Candidates should be able to identify and correct common network setup issues, to include knowledge of locations for basic configuration files and commands.
Location and content of access restriction files
Utilities to configure and manipulate ethernet network interfaces
Utilities to manage routing tables
Utilities to list network states
Utilities to gain information about the network configuration
Methods of information about the recognised and used hardware devices
System initialisation files and their contents (Systemd and SysV init process)
Awareness of NetworkManager and its impact on network configuration
System log files such as
It would be great if you would be able to open up a book and find an index there of all possible network problems and their solutions. But in practice that is impossible. There are way too many scenarios to describe and new technologies are surfacing constantly, creating new options - and new problems. However, almost every problem can be solved by applying knowledge and logic. In the case of network troubleshooting, this means mostly that you should determine how traffic should flow from source to destination and back, and checking step by step if you can see the traffic passing by using the tools described earlier. Also, make sure to check traffic in both directions if possible, as many network problems stem from the fact that traffic from source to destination may not be following the same path as traffic the other way around.
Key files, terms and utilities have already been described in Chapter 5, Networking Configuration (205) and other chapters. In this chapter we focus on the problem solving process and introduce a number of additional techniques, utilities and key files.
You are browsing the Internet on a PC. It is connected to the Internet via a local area network and a firewall. Suddenly, you can not access your favourite webpage anymore. It could be the network, the firewall, the ISP, or even the browser.. what is a reasonable approach to find the problem and solve it?
The focus of this section is on troubleshooting networks. Hence we will focus on network components. In a real situation there are many more components involved, for example the browser, operating system, local firewall setups etc. on which we will touch only briefly.
The first step is to assemble a list of all network components involved. The lenght of the list varies, depending on the complexity of the configuration and your personal knowledge. A simple list would at least contain this:
The PC itself. It has a network interface that is connected to the LAN (eth0 in most situations);
The firewall. It has two interfaces: its eth0 interface which is connected to the LAN and the eth1 interface which is connected to the router that in turn is connected to the an ISP who provides Internet connectivity;
The site you are trying to reach, connected to the Internet.
Then think about how everything works together. You enter the URL in the browser. Your machine uses DNS to find out what the IP address is of the web site you are trying to reach etc.
Packets travel through your eth0 interface over the LAN to the eth0 interface of the firewall and through the eth1 interface of the firewall to the ISP and from the ISP in some way to the web server.
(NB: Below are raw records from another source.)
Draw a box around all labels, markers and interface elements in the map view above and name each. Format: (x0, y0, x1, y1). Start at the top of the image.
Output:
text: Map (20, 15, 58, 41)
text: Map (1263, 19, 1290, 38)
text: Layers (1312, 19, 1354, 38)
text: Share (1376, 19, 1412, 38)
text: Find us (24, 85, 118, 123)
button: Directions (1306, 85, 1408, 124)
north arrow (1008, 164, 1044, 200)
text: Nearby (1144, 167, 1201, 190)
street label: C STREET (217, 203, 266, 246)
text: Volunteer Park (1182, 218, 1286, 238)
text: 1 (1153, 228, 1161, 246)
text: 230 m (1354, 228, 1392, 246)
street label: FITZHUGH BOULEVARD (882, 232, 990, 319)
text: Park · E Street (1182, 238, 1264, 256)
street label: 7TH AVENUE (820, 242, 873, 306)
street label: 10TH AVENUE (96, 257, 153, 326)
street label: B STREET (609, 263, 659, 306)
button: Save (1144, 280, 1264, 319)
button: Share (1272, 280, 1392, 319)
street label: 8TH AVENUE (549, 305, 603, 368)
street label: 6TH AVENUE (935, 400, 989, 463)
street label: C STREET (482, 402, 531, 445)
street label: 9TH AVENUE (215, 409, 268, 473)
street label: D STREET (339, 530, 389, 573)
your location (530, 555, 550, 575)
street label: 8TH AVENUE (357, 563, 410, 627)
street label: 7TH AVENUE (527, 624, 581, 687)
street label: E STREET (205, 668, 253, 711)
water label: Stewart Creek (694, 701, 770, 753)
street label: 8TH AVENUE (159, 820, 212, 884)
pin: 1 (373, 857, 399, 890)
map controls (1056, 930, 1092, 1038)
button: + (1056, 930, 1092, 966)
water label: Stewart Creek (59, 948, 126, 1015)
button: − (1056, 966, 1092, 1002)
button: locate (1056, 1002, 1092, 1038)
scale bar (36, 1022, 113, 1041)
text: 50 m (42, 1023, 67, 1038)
Now that you know how the different components interact, you can take steps to determine the source of the malfunction.
The graphic below gives an example of step-by-step troubleshooting.
The cause of the problem has been determined and can be S(olved).
Can we reach other machines on the internet ? Try another URL or try pinging another machine on the internet. Be careful to jump to conclusions if your ping reports no connectivity - your firewall could be blocking ICMP echo-requests and replies.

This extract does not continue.